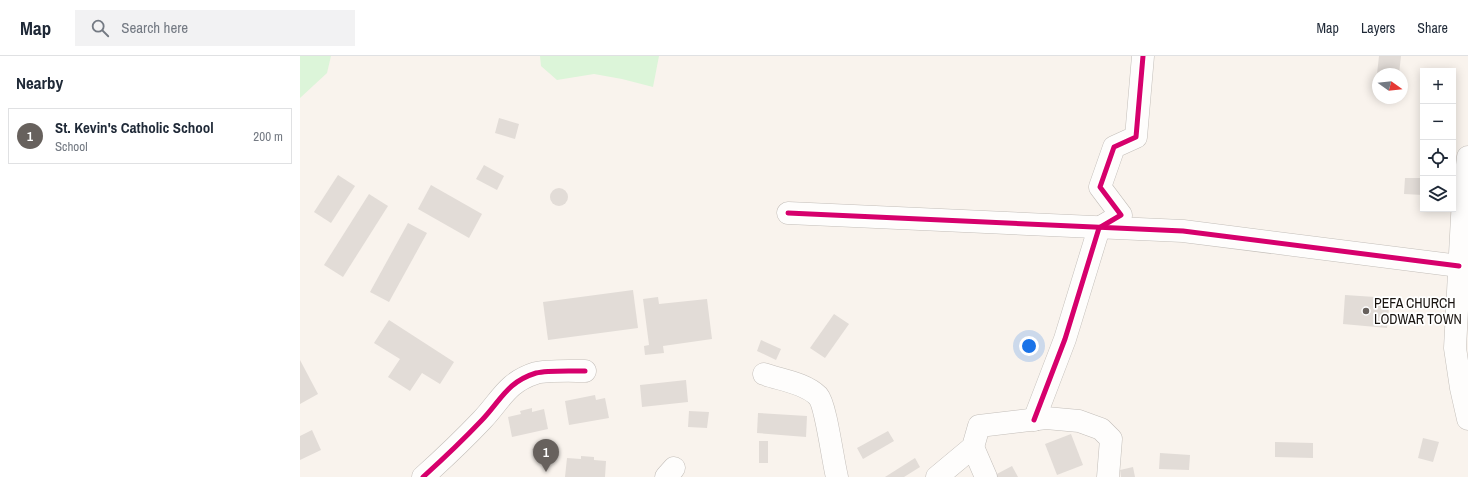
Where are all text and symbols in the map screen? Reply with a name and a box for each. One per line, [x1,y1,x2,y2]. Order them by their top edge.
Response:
search box [75,10,355,46]
text: Map [20,15,51,41]
icon: search [89,17,111,39]
text: Search here [121,17,188,38]
text: Map [1317,19,1339,37]
text: Layers [1361,19,1395,37]
text: Share [1417,19,1448,37]
north arrow [1372,68,1408,104]
map controls [1420,68,1456,212]
button: + [1420,68,1456,104]
text: Nearby [16,71,63,94]
button: − [1420,104,1456,140]
text: St. Kevin's Catholic School [55,117,214,138]
text: 1 [27,128,33,145]
text: 200 m [253,128,283,145]
text: School [55,138,88,155]
button: locate [1420,140,1456,176]
button: layers [1420,176,1456,212]
place label: PEFA CHURCH LODWAR TOWN [1374,294,1462,328]
marker: PEFA CHURCH LODWAR TOWN [1361,306,1371,316]
your location [1019,336,1039,356]
pin: 1 [533,439,559,472]

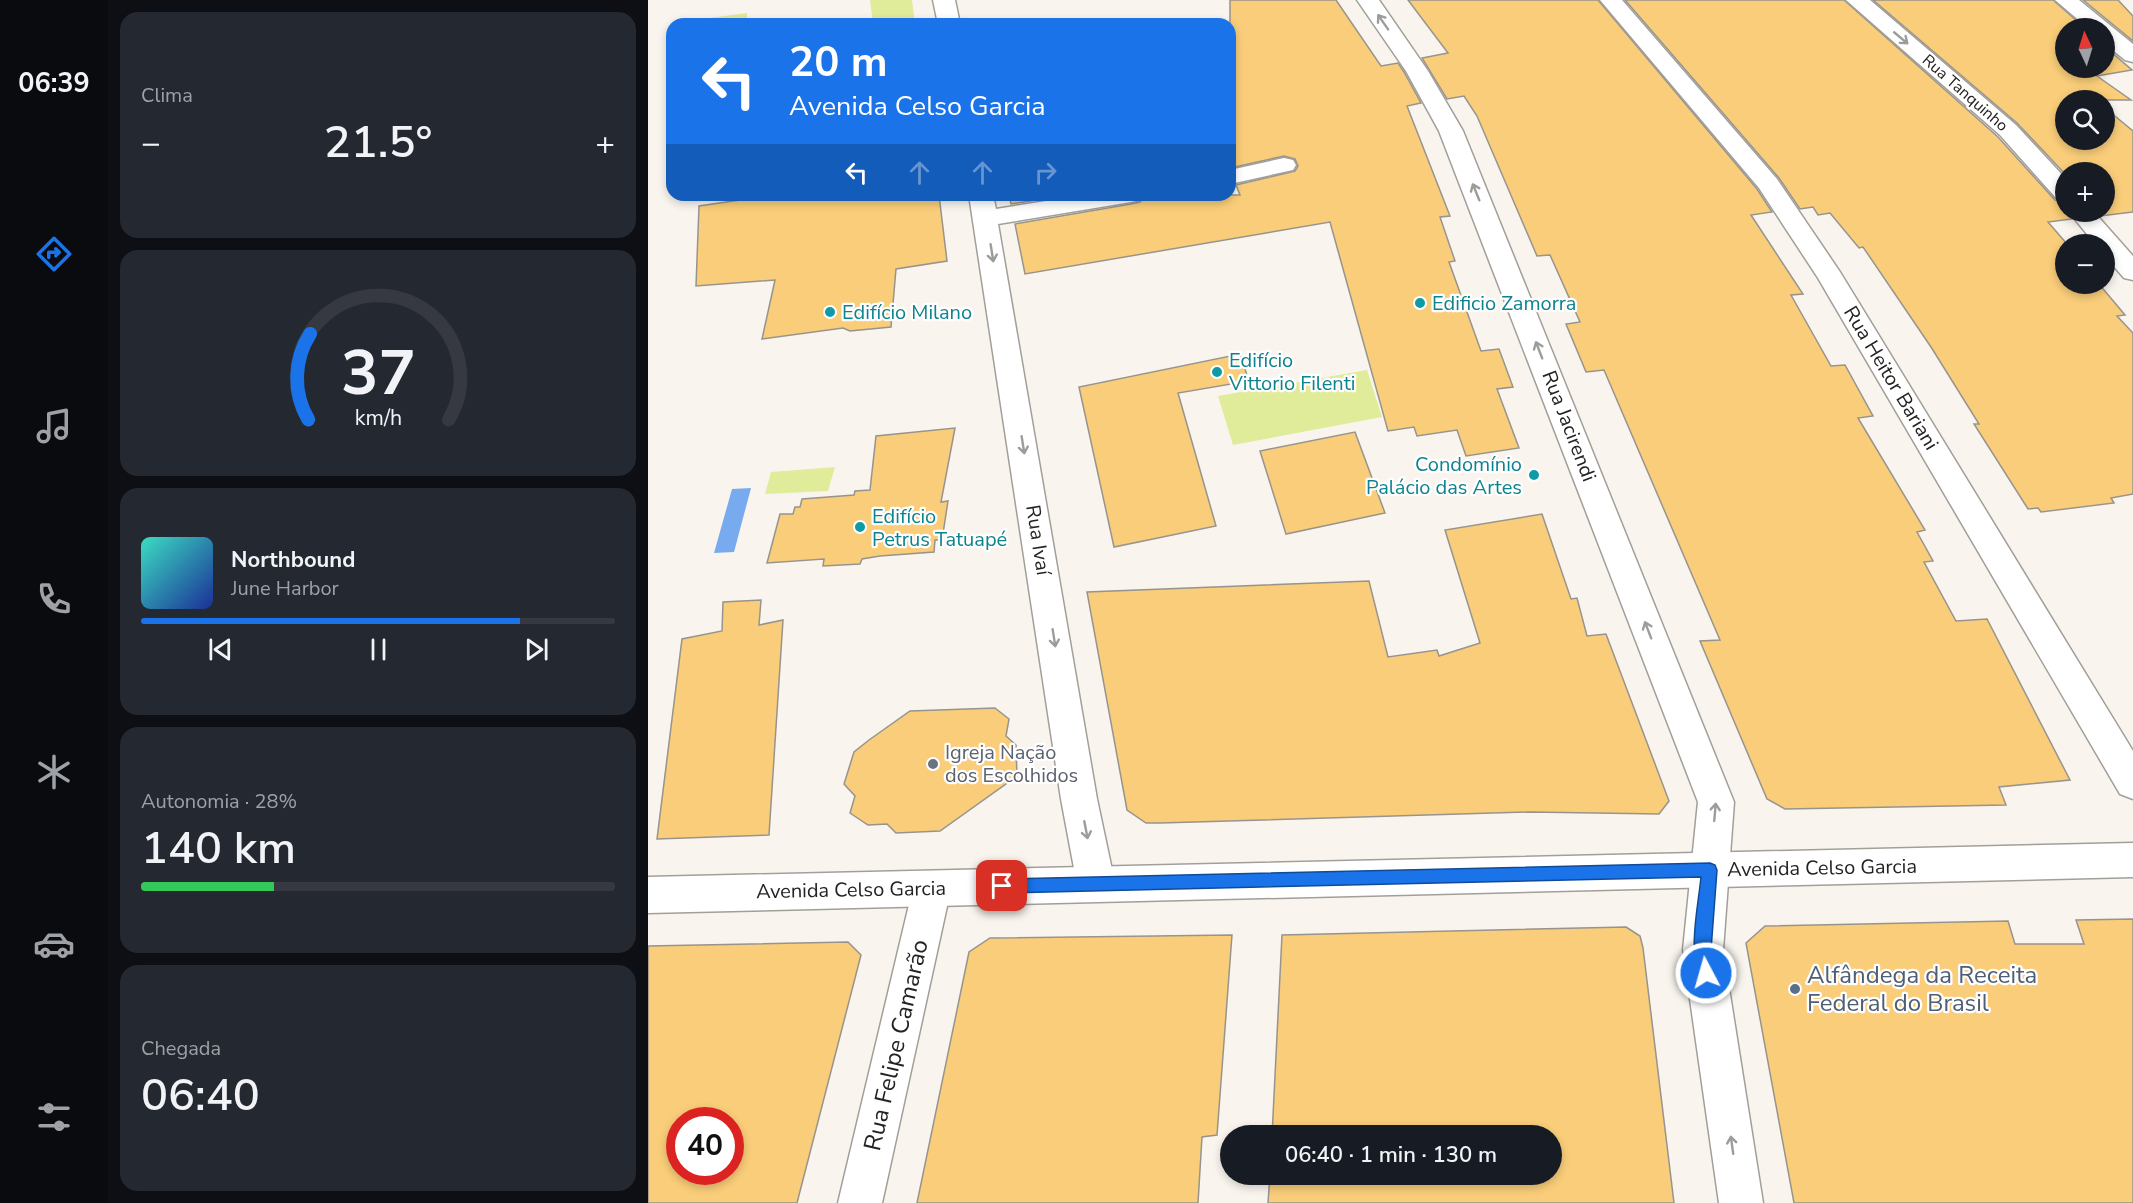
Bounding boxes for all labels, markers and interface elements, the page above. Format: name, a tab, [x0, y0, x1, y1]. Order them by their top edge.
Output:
one-way arrow	[1377, 14, 1389, 30]
north arrow	[2055, 18, 2115, 78]
map controls	[2055, 18, 2115, 294]
one-way arrow	[1893, 31, 1908, 45]
text: 20 m	[789, 34, 888, 91]
icon: left	[690, 42, 768, 120]
street label: Rua Tanquinho	[1917, 49, 2013, 137]
text: 06:39	[18, 65, 90, 102]
text: Clima	[141, 82, 193, 109]
text: Avenida Celso Garcia	[789, 88, 1046, 125]
button: search	[2055, 90, 2115, 150]
text: 21.5°	[324, 112, 432, 173]
text: −	[141, 121, 161, 166]
text: +	[595, 121, 615, 166]
icon: left	[840, 156, 873, 189]
icon: ahead	[903, 156, 936, 189]
icon: ahead	[966, 156, 999, 189]
icon: right	[1029, 156, 1062, 189]
button: +	[2055, 162, 2115, 222]
one-way arrow	[1470, 183, 1481, 202]
icon: directions	[33, 233, 75, 275]
button: −	[2055, 234, 2115, 294]
one-way arrow	[986, 242, 997, 262]
place label: Edificio Zamorra	[1432, 290, 1576, 317]
marker: Edificio Zamorra	[1413, 296, 1427, 310]
place label: Edifício Milano	[842, 299, 972, 326]
street label: Rua Heitor Bariani	[1837, 301, 1945, 455]
marker: Edifício Milano	[823, 305, 837, 319]
text: 37	[341, 331, 415, 416]
one-way arrow	[1533, 341, 1544, 360]
place label: Edifício Vittorio Filenti	[1228, 347, 1355, 397]
marker: Edifício Vittorio Filenti	[1210, 365, 1224, 379]
street label: Rua Jacirendi	[1535, 367, 1603, 485]
text: km/h	[354, 404, 402, 434]
icon: music	[33, 405, 75, 447]
one-way arrow	[1018, 435, 1029, 454]
place label: Condomínio Palácio das Artes	[1366, 451, 1522, 501]
marker: Condomínio Palácio das Artes	[1527, 468, 1541, 482]
place label: Edifício Petrus Tatuapé	[872, 503, 1007, 553]
street label: Rua Ivaí	[1019, 503, 1057, 578]
marker: Edifício Petrus Tatuapé	[853, 520, 867, 534]
text: Northbound	[231, 545, 355, 575]
text: June Harbor	[231, 575, 339, 602]
icon: phone	[33, 578, 75, 620]
one-way arrow	[1642, 621, 1653, 639]
one-way arrow	[1048, 627, 1059, 647]
icon: previous	[204, 633, 237, 666]
icon: pause	[362, 633, 395, 666]
icon: next	[520, 633, 553, 666]
place label: Igreja Nação dos Escolhidos	[945, 739, 1078, 789]
icon: climate	[33, 751, 75, 793]
marker: Igreja Nação dos Escolhidos	[926, 757, 940, 771]
text: Autonomia · 28%	[141, 788, 297, 815]
one-way arrow	[1710, 802, 1721, 822]
text: 140 km	[141, 818, 296, 879]
one-way arrow	[1080, 820, 1092, 839]
street label: Avenida Celso Garcia	[1727, 853, 1917, 883]
pin	[976, 860, 1027, 911]
icon: arrive	[985, 869, 1018, 902]
street label: Avenida Celso Garcia	[756, 875, 946, 905]
icon: car	[33, 923, 75, 965]
street label: Rua Felipe Camarão	[856, 936, 936, 1154]
position arrow	[1674, 941, 1738, 1005]
place label: Alfândega da Receita Federal do Brasil	[1807, 959, 2037, 1019]
marker: Alfândega da Receita Federal do Brasil	[1788, 982, 1802, 996]
text: Chegada	[141, 1035, 221, 1062]
text: 06:40	[141, 1065, 260, 1126]
icon: filters	[33, 1096, 75, 1138]
speed limit sign: 40	[666, 1107, 744, 1185]
one-way arrow	[1726, 1136, 1737, 1156]
text: 06:40 · 1 min · 130 m	[1285, 1140, 1497, 1170]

### Try it
The lines to return are those in the records above that hold the word "Alfândega".

### Task output
place label: Alfândega da Receita Federal do Brasil	[1807, 959, 2037, 1019]
marker: Alfândega da Receita Federal do Brasil	[1788, 982, 1802, 996]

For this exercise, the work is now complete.